- **Brief**
Only the lines from the start of the material through the line containing "border:15px solid #d22;" are to be extracted, exactly as they appear.

- **Supplied records**
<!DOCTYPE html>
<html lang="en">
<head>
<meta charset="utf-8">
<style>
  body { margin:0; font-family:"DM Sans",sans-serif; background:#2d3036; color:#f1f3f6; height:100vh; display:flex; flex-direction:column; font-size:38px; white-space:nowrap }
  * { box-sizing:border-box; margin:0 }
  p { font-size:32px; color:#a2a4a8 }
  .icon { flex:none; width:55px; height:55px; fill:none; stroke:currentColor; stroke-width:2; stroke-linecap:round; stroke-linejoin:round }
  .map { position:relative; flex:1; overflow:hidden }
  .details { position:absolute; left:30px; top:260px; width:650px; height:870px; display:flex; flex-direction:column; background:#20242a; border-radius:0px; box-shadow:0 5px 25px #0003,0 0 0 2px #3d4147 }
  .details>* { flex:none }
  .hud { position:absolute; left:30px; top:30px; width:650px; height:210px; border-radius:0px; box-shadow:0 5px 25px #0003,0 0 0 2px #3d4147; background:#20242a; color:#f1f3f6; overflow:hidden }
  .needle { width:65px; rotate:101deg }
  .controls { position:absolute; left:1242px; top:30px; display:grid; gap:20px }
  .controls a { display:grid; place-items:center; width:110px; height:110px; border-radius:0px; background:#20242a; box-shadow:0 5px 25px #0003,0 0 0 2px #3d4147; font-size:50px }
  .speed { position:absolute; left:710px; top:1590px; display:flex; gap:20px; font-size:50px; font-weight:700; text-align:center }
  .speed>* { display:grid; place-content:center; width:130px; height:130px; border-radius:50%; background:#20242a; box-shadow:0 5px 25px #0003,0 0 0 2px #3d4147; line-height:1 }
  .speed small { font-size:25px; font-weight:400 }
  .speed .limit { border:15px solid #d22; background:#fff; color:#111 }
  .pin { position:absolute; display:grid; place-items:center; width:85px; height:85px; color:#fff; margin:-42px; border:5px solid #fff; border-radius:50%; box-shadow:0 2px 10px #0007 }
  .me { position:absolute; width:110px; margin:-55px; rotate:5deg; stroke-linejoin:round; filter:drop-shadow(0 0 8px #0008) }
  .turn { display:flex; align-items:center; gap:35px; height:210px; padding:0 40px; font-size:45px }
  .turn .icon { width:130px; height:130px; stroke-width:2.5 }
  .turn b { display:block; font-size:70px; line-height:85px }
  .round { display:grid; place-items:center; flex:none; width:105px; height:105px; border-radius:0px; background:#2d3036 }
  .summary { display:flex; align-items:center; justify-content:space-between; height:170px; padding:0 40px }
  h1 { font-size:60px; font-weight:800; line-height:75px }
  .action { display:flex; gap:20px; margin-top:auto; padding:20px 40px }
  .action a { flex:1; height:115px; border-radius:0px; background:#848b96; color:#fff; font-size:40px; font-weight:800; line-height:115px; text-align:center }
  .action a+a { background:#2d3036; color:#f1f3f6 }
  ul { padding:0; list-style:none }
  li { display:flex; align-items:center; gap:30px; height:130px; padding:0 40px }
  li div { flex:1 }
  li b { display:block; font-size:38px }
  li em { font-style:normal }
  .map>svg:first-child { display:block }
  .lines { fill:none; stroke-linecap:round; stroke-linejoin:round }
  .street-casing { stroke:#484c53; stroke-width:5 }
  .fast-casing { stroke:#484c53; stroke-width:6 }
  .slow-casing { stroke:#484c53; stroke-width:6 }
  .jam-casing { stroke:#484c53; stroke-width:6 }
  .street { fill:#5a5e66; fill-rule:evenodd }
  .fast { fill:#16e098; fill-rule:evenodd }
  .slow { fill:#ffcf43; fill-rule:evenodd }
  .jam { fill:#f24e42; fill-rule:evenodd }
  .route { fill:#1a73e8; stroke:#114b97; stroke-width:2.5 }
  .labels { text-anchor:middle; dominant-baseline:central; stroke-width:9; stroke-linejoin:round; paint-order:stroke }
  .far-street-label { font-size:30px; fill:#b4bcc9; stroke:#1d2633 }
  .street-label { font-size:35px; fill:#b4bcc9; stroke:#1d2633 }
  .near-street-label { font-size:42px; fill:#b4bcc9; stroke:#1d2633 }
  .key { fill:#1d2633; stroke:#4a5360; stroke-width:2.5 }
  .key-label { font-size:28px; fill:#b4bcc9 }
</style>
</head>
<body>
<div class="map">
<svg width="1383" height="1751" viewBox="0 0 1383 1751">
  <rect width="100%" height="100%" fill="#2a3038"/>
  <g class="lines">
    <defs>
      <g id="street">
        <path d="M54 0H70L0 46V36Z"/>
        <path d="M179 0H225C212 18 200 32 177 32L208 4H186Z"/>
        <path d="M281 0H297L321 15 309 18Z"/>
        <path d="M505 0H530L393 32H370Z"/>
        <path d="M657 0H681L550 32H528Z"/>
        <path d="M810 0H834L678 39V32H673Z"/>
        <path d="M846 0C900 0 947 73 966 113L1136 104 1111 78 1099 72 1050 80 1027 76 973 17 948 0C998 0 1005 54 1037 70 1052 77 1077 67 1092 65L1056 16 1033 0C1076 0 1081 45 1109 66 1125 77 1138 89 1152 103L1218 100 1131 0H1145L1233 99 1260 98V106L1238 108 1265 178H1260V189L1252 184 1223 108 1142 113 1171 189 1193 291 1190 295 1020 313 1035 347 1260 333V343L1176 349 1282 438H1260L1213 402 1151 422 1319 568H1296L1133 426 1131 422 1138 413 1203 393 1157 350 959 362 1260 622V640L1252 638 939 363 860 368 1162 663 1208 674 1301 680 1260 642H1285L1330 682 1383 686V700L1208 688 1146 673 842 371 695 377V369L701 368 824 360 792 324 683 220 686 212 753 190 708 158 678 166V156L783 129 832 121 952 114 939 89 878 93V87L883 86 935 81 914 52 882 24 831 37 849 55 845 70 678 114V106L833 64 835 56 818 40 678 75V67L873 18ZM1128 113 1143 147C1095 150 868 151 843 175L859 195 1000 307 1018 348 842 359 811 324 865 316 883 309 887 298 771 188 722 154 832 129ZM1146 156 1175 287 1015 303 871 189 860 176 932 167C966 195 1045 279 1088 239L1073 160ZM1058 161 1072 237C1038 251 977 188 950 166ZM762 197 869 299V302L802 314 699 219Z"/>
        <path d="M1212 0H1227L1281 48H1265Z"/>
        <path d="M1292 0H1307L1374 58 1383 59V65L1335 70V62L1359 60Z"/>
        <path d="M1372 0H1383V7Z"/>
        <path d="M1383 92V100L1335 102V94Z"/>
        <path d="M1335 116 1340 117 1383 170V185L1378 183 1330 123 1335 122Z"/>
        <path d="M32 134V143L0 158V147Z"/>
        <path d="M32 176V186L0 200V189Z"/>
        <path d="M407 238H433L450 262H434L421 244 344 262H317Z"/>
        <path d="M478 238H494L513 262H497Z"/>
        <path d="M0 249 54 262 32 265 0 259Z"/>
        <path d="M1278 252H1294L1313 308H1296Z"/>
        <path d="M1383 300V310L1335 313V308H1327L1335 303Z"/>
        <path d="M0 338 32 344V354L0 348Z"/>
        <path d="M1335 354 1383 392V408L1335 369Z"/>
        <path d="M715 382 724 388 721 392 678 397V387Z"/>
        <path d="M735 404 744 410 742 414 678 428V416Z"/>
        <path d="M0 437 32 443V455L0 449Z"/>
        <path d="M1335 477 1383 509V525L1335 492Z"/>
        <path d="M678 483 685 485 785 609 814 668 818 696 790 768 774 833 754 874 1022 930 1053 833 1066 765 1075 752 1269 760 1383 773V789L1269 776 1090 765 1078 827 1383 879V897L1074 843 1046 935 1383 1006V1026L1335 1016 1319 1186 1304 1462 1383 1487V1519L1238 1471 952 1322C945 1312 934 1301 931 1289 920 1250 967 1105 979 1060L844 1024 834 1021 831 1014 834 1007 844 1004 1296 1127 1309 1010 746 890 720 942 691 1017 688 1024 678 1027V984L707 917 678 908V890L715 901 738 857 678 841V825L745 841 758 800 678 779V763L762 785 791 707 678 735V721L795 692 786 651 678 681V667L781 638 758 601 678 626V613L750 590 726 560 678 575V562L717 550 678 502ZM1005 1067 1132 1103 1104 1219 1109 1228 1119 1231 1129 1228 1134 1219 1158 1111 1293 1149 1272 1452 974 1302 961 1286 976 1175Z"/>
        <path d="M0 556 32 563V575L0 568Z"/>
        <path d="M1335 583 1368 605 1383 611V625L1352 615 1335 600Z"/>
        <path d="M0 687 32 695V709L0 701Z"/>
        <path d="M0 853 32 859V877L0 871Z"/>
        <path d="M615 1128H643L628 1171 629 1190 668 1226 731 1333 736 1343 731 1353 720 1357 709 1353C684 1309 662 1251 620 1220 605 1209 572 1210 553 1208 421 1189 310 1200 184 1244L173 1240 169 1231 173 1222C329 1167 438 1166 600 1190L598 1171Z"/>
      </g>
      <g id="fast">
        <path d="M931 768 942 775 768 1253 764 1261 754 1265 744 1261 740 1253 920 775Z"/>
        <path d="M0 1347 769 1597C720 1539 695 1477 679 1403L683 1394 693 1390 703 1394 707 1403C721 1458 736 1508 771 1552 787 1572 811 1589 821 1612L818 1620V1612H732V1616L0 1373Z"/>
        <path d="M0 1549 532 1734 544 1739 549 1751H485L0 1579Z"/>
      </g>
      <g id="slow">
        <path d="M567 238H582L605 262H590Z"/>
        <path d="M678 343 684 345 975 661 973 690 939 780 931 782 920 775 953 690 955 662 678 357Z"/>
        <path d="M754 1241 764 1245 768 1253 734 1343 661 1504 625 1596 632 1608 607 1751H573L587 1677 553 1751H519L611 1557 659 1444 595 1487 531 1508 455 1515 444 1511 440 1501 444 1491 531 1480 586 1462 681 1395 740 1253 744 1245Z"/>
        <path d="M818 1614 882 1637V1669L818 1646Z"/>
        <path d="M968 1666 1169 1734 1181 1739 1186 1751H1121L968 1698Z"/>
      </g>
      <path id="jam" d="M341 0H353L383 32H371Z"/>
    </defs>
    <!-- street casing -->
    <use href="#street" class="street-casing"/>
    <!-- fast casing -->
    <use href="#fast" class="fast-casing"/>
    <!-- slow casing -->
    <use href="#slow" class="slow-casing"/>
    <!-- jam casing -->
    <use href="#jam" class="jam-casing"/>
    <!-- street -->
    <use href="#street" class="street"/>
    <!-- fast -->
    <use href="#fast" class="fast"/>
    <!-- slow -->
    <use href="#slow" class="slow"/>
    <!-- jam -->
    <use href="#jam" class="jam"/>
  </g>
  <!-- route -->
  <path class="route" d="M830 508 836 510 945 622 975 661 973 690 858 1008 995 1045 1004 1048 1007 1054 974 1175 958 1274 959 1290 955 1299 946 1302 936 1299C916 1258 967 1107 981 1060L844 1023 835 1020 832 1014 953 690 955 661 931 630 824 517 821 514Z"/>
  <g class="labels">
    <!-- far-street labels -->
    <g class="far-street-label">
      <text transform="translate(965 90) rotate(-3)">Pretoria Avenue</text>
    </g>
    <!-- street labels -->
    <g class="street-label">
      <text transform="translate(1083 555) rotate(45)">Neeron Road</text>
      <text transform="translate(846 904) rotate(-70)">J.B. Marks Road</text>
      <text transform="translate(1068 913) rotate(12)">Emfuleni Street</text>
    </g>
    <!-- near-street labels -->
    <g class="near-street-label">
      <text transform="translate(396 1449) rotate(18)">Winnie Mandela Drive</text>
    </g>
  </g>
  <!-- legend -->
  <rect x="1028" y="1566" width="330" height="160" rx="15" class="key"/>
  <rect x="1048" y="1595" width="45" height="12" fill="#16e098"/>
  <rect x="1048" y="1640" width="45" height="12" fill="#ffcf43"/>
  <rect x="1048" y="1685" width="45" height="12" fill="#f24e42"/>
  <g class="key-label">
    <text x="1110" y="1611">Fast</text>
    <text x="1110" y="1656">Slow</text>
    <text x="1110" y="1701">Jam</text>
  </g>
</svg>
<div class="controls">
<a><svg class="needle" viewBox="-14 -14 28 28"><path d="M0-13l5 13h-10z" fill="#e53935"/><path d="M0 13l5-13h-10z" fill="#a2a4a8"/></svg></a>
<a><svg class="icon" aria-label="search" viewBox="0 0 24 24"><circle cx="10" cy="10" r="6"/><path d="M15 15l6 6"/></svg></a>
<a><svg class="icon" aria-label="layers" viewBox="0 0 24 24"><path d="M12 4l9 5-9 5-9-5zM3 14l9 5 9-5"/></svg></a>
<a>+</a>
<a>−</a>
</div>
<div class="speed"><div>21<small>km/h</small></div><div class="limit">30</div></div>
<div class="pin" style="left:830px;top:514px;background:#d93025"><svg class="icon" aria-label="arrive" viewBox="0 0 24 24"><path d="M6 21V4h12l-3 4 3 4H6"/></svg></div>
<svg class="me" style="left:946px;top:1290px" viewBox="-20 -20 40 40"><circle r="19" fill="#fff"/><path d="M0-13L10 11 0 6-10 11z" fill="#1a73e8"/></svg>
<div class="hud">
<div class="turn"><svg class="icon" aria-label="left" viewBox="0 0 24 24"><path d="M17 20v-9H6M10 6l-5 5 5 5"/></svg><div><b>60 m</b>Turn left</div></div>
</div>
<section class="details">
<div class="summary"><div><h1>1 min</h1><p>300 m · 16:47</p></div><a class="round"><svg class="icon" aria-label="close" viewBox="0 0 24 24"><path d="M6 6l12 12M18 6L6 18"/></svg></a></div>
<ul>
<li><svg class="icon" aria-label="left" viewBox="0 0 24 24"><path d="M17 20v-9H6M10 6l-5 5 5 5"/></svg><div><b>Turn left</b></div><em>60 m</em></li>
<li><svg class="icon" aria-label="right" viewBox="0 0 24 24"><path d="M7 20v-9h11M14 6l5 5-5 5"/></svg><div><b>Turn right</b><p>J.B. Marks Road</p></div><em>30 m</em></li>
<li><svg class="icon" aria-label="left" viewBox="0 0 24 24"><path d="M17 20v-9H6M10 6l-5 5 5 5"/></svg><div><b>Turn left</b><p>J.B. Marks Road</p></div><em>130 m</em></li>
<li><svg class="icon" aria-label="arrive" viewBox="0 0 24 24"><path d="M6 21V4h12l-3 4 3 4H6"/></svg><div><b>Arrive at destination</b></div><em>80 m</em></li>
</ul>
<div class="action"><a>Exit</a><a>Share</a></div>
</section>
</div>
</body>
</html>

- **Output of the task**
<!DOCTYPE html>
<html lang="en">
<head>
<meta charset="utf-8">
<style>
  body { margin:0; font-family:"DM Sans",sans-serif; background:#2d3036; color:#f1f3f6; height:100vh; display:flex; flex-direction:column; font-size:38px; white-space:nowrap }
  * { box-sizing:border-box; margin:0 }
  p { font-size:32px; color:#a2a4a8 }
  .icon { flex:none; width:55px; height:55px; fill:none; stroke:currentColor; stroke-width:2; stroke-linecap:round; stroke-linejoin:round }
  .map { position:relative; flex:1; overflow:hidden }
  .details { position:absolute; left:30px; top:260px; width:650px; height:870px; display:flex; flex-direction:column; background:#20242a; border-radius:0px; box-shadow:0 5px 25px #0003,0 0 0 2px #3d4147 }
  .details>* { flex:none }
  .hud { position:absolute; left:30px; top:30px; width:650px; height:210px; border-radius:0px; box-shadow:0 5px 25px #0003,0 0 0 2px #3d4147; background:#20242a; color:#f1f3f6; overflow:hidden }
  .needle { width:65px; rotate:101deg }
  .controls { position:absolute; left:1242px; top:30px; display:grid; gap:20px }
  .controls a { display:grid; place-items:center; width:110px; height:110px; border-radius:0px; background:#20242a; box-shadow:0 5px 25px #0003,0 0 0 2px #3d4147; font-size:50px }
  .speed { position:absolute; left:710px; top:1590px; display:flex; gap:20px; font-size:50px; font-weight:700; text-align:center }
  .speed>* { display:grid; place-content:center; width:130px; height:130px; border-radius:50%; background:#20242a; box-shadow:0 5px 25px #0003,0 0 0 2px #3d4147; line-height:1 }
  .speed small { font-size:25px; font-weight:400 }
  .speed .limit { border:15px solid #d22; background:#fff; color:#111 }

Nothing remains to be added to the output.